Brazilian musician and YouTuber Joe Penna made his directorial debut in 2018 with Arctic, an excellent wilderness survival story – and Stowaway, his second film, is “just as intricate and immersive”, said Charlotte O’Sullivan in the London Evening Standard. In the near future, three astronauts – seasoned commander Marina (Toni Collette), upbeat medic Zoe (Anna Kendrick) and nerdy botanist David (Daniel Dae Kim) – set off on a mission to Mars, where they are going to lay the ground-work for a colony. All goes well until Marina finds an accidental stowaway, Michael (Shamier Anderson), a young engineer who was injured and knocked unconscious during launch prep. It transpires that, owing to a malfunction, there is only enough oxygen for three people to survive – meaning that unless the crew find a practical solution, one of them will have to be sacrificed, or all will die.
Science is thin on the ground in this post-apocalyptic road movie, but sentiment lies “inches thick”, said Jeannette Catsoulis in The New York Times. The film, streaming on Apple TV+, is set ten years after a solar flare. The ozone has melted and the planet now resembles an “irradiated dust bowl”, yet hunkered in an underground lab is Finch (Tom Hanks), a robotics engineer who has turned his workplace into a bunker.
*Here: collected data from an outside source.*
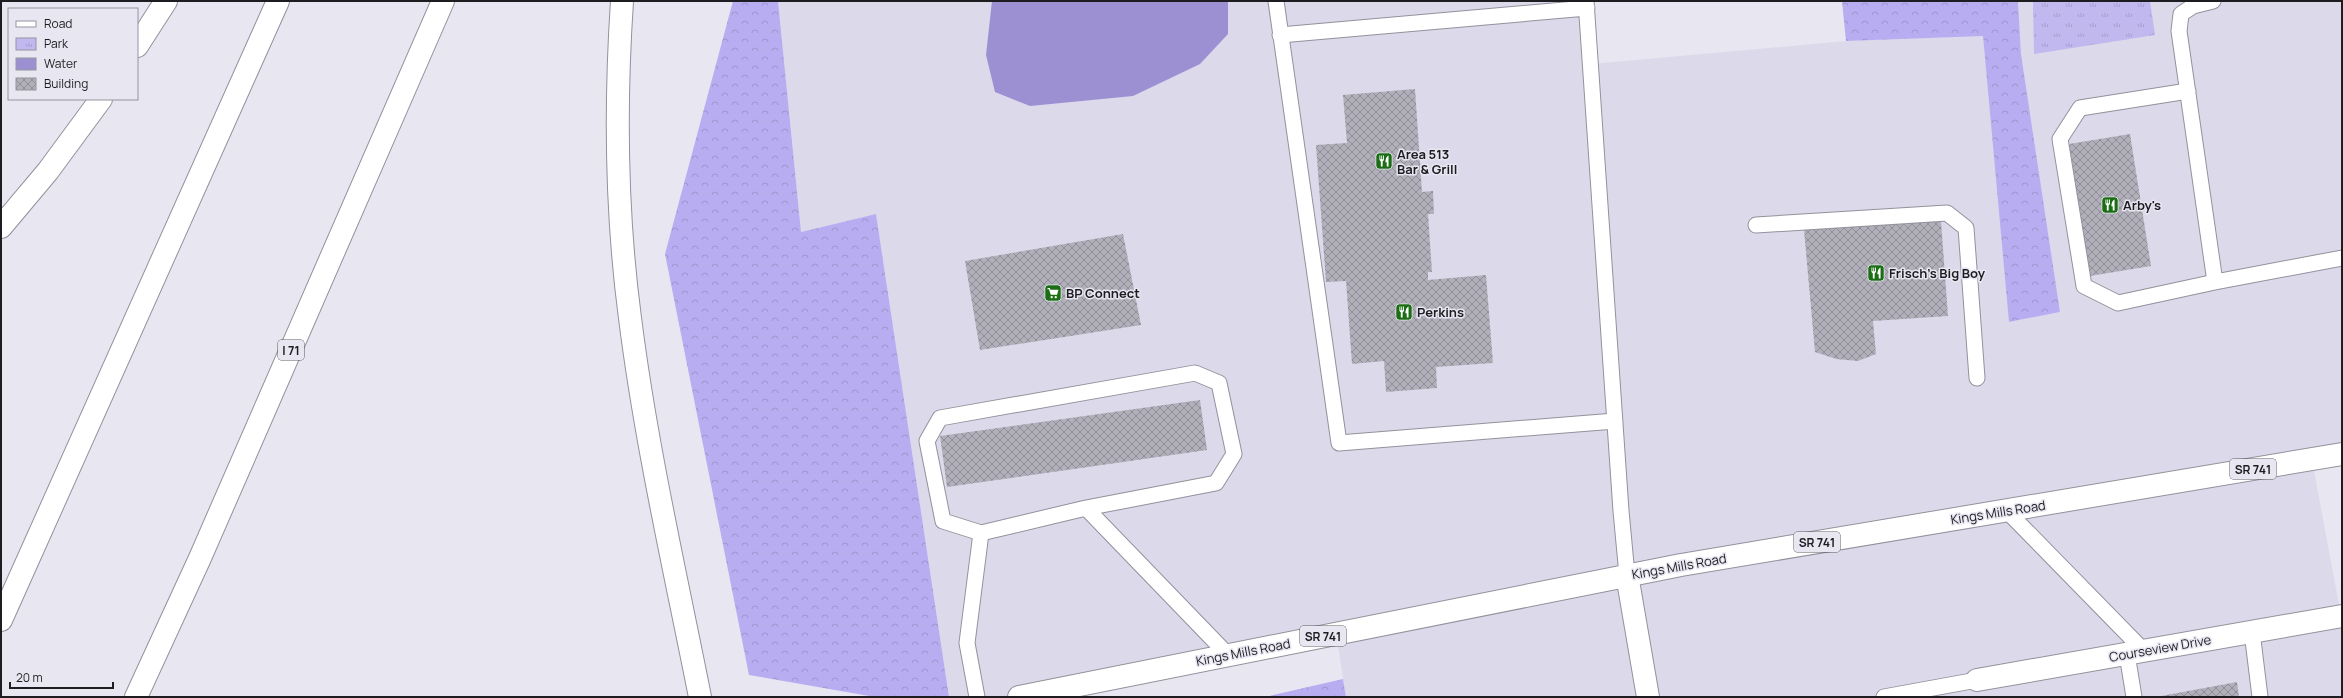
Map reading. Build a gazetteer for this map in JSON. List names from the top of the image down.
{
  "streets": {
    "main road": [
      "I 71",
      "SR 741",
      "Kings Mills Road",
      "Courseview Drive"
    ]
  },
  "places": {
    "restaurant": [
      "Area 513 Bar & Grill",
      "Arby's",
      "Frisch's Big Boy",
      "Perkins"
    ],
    "supermarket": ["BP Connect"]
  },
  "legend": [
    "Road",
    "Park",
    "Water",
    "Building"
  ],
  "scale_bar": "20 m"
}
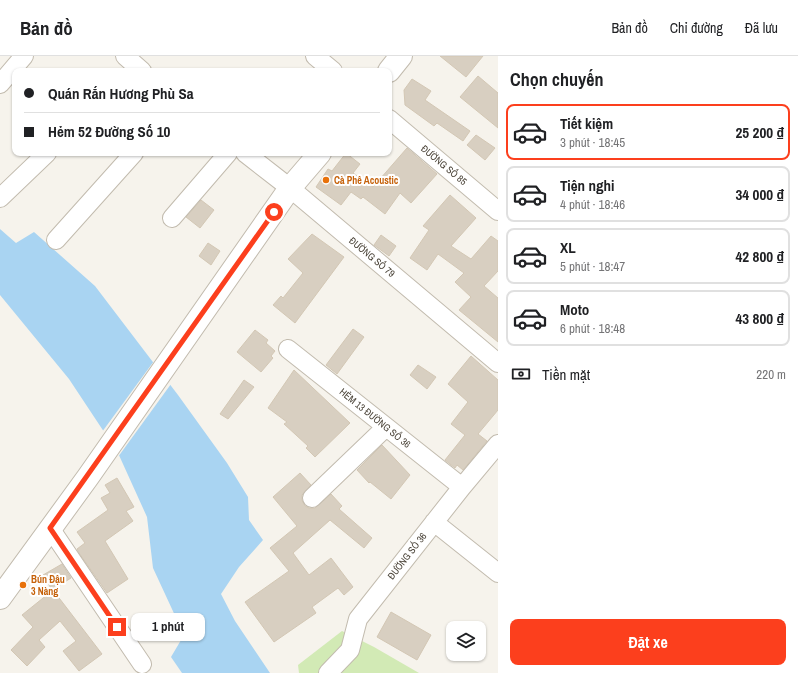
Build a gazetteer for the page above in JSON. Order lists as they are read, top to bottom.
{
  "streets": {
    "street": [
      "ĐƯỜNG SỐ 85",
      "ĐƯỜNG SỐ 79",
      "HẺM 13 ĐƯỜNG SỐ 36",
      "ĐƯỜNG SỐ 36"
    ]
  },
  "crossings": [
    ["HẺM 13 ĐƯỜNG SỐ 36", "ĐƯỜNG SỐ 36"]
  ],
  "places": ["Cà Phê Acoustic", "Bún Đậu 3 Nàng"],
  "page": {
    "header": "Bản đồ",
    "nav": ["Bản đồ", "Chỉ đường", "Đã lưu"],
    "heading": "Chọn chuyến",
    "banner": ["Quán Rắn Hương Phù Sa", "Hẻm 52 Đường Số 10"],
    "list": [
      {
        "name": "Tiết kiệm",
        "note": "3 phút · 18:45",
        "value": "25 200 ₫"
      },
      {
        "name": "Tiện nghi",
        "note": "4 phút · 18:46",
        "value": "34 000 ₫"
      },
      {
        "name": "XL",
        "note": "5 phút · 18:47",
        "value": "42 800 ₫"
      },
      {
        "name": "Moto",
        "note": "6 phút · 18:48",
        "value": "43 800 ₫"
      }
    ],
    "pay": ["Tiền mặt", "220 m"],
    "buttons": "Đặt xe",
    "bubble": "1 phút"
  }
}
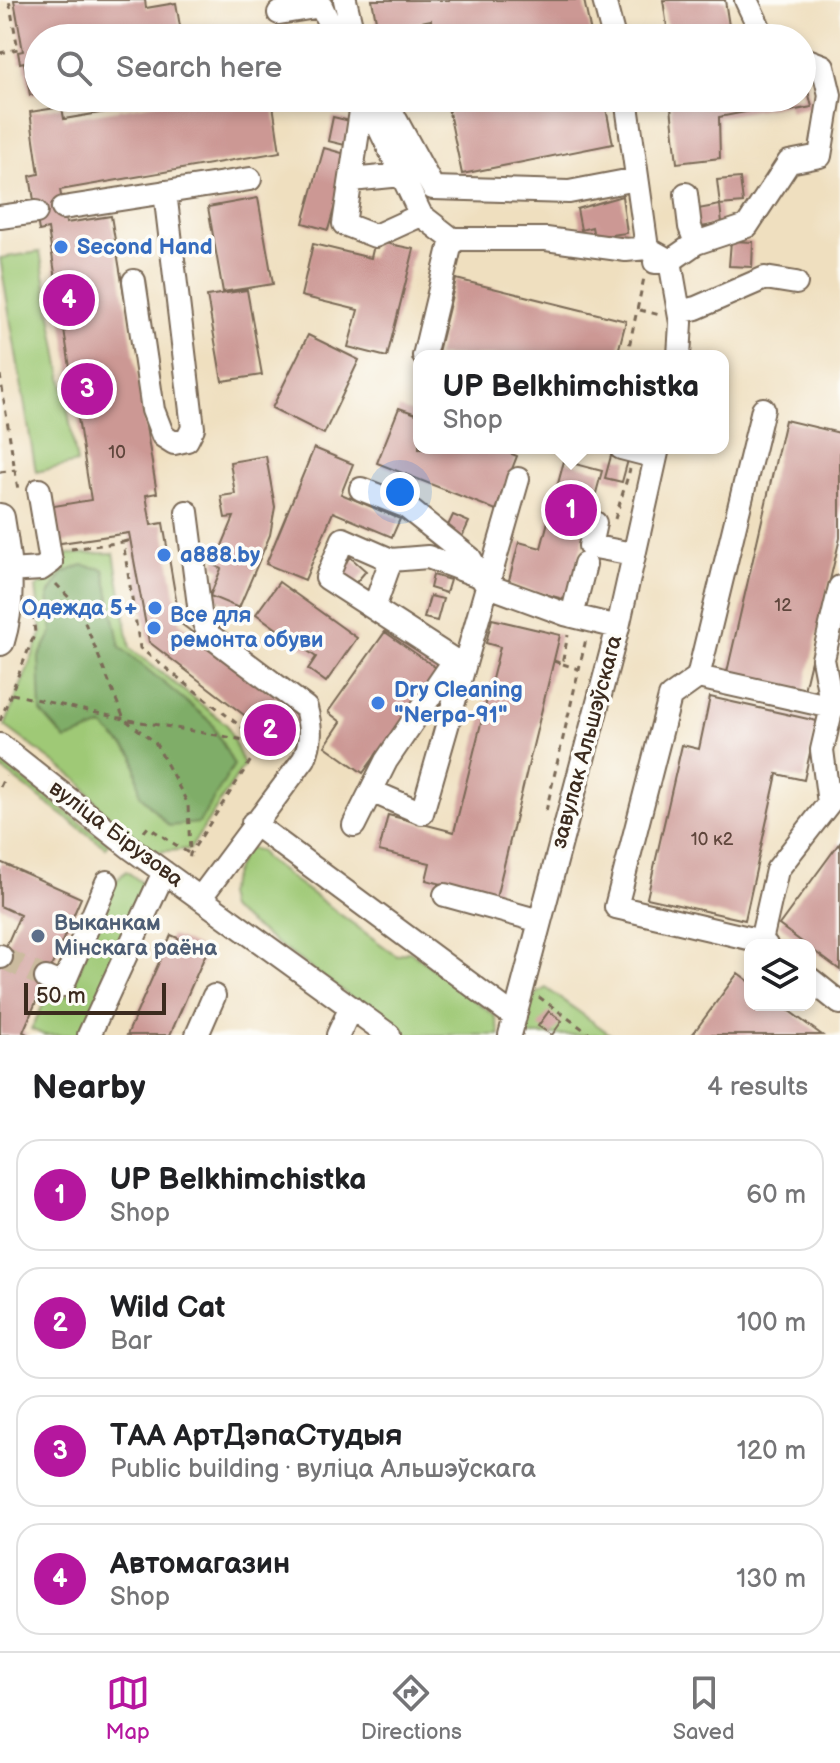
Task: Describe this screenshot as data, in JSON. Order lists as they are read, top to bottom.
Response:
{
  "streets": {
    "street": ["завулак Альшэўскага", "вуліца Бірузова"]
  },
  "places": [
    "Second Hand",
    "a888.by",
    "Одежда 5+",
    "Все для ремонта обуви",
    "Dry Cleaning \"Nerpa-91\"",
    "Выканкам Мінскага раёна"
  ],
  "house_numbers": ["10", "12", "10 к2"],
  "scale_bar": "50 m",
  "page": {
    "search": "Search here",
    "pins": [
      "4",
      "3",
      "1",
      "2"
    ],
    "popup": ["UP Belkhimchistka", "Shop"],
    "scale": "50 m",
    "heading": ["Nearby", "4 results"],
    "list": [
      {
        "mark": "1",
        "name": "UP Belkhimchistka",
        "note": "Shop",
        "value": "60 m"
      },
      {
        "mark": "2",
        "name": "Wild Сat",
        "note": "Bar",
        "value": "100 m"
      },
      {
        "mark": "3",
        "name": "ТАА АртДэпаСтудыя",
        "note": "Public building · вуліца Альшэўскага",
        "value": "120 m"
      },
      {
        "mark": "4",
        "name": "Автомагазин",
        "note": "Shop",
        "value": "130 m"
      }
    ],
    "nav": ["Map", "Directions", "Saved"]
  }
}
Finch is not exactly original, said Kevin Maher in The Times, yet there is a strain of melancholy infusing every scene that makes the film a bit more than the sum of its parts. Hanks’s protagonist is a “mass of contradictions” – heroic yet cowardly, circumspect yet impulsive – but above all, he is a man facing up to his own mortality. When he teaches the robot to play fetch with his dog after he’s gone, it is frankly heartbreaking.